Reproduce, without alteration, every line of the data; exclude the images.
.....
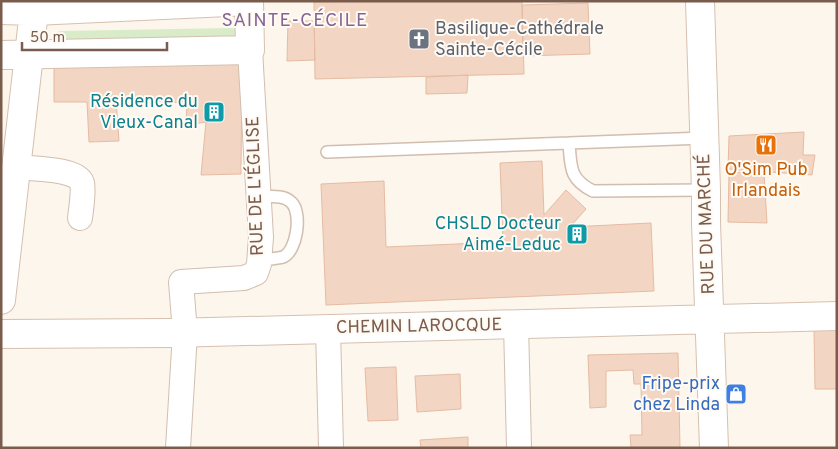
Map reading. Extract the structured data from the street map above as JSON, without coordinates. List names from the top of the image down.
{
  "streets": {
    "street": ["RUE DE L'ÉGLISE", "RUE DU MARCHÉ", "CHEMIN LAROCQUE"]
  },
  "crossings": [
    ["RUE DE L'ÉGLISE", "CHEMIN LAROCQUE"],
    ["RUE DU MARCHÉ", "CHEMIN LAROCQUE"]
  ],
  "districts": ["SAINTE-CÉCILE"],
  "places": {
    "church": ["Basilique-Cathédrale Sainte-Cécile"],
    "building": ["Résidence du Vieux-Canal", "CHSLD Docteur Aimé-Leduc"],
    "restaurant": ["O'Sim Pub Irlandais"],
    "shop": ["Fripe-prix chez Linda"]
  },
  "scale_bar": "50 m"
}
.....
- _Reply to the exercise_:
Map reading. Extract the structured data from the street map above as JSON, without coordinates. List names from the top of the image down.
{
  "streets": {
    "street": ["RUE DE L'ÉGLISE", "RUE DU MARCHÉ", "CHEMIN LAROCQUE"]
  },
  "crossings": [
    ["RUE DE L'ÉGLISE", "CHEMIN LAROCQUE"],
    ["RUE DU MARCHÉ", "CHEMIN LAROCQUE"]
  ],
  "districts": ["SAINTE-CÉCILE"],
  "places": {
    "church": ["Basilique-Cathédrale Sainte-Cécile"],
    "building": ["Résidence du Vieux-Canal", "CHSLD Docteur Aimé-Leduc"],
    "restaurant": ["O'Sim Pub Irlandais"],
    "shop": ["Fripe-prix chez Linda"]
  },
  "scale_bar": "50 m"
}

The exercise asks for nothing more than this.